**YOUR GOAL:** What you return should be each line of the data containing the string "content".

Records from a dataset
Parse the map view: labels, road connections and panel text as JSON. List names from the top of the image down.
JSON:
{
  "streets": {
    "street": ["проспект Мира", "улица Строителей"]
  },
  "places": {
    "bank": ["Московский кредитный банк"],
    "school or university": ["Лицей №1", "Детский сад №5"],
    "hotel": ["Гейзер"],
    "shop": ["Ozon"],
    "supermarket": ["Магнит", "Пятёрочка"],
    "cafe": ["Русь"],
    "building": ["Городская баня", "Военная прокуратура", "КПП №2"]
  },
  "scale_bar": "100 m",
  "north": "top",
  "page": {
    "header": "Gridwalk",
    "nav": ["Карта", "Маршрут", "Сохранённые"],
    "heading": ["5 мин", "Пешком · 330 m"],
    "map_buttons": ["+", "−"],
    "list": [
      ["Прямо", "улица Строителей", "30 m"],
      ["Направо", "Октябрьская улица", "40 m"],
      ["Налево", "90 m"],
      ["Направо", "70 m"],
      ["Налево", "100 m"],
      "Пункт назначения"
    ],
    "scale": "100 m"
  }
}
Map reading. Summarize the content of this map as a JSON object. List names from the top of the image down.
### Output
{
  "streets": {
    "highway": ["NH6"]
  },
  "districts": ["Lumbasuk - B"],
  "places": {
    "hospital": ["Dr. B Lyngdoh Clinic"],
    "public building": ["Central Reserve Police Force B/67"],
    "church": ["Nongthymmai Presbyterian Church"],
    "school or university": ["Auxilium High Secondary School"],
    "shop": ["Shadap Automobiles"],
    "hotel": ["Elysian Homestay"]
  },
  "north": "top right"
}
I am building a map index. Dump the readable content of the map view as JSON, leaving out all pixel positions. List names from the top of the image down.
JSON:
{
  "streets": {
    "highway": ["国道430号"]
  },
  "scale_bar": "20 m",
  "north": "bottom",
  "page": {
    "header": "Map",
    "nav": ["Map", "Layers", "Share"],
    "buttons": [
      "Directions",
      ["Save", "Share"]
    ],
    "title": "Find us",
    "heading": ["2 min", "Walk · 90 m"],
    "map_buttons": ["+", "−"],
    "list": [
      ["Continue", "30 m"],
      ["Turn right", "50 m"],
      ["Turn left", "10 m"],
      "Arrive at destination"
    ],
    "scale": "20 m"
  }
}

**WRITTEN ANSWER:**
Map reading. Summarize the content of this map as a JSON object. List names from the top of the image down.
I am building a map index. Dump the readable content of the map view as JSON, leaving out all pixel positions. List names from the top of the image down.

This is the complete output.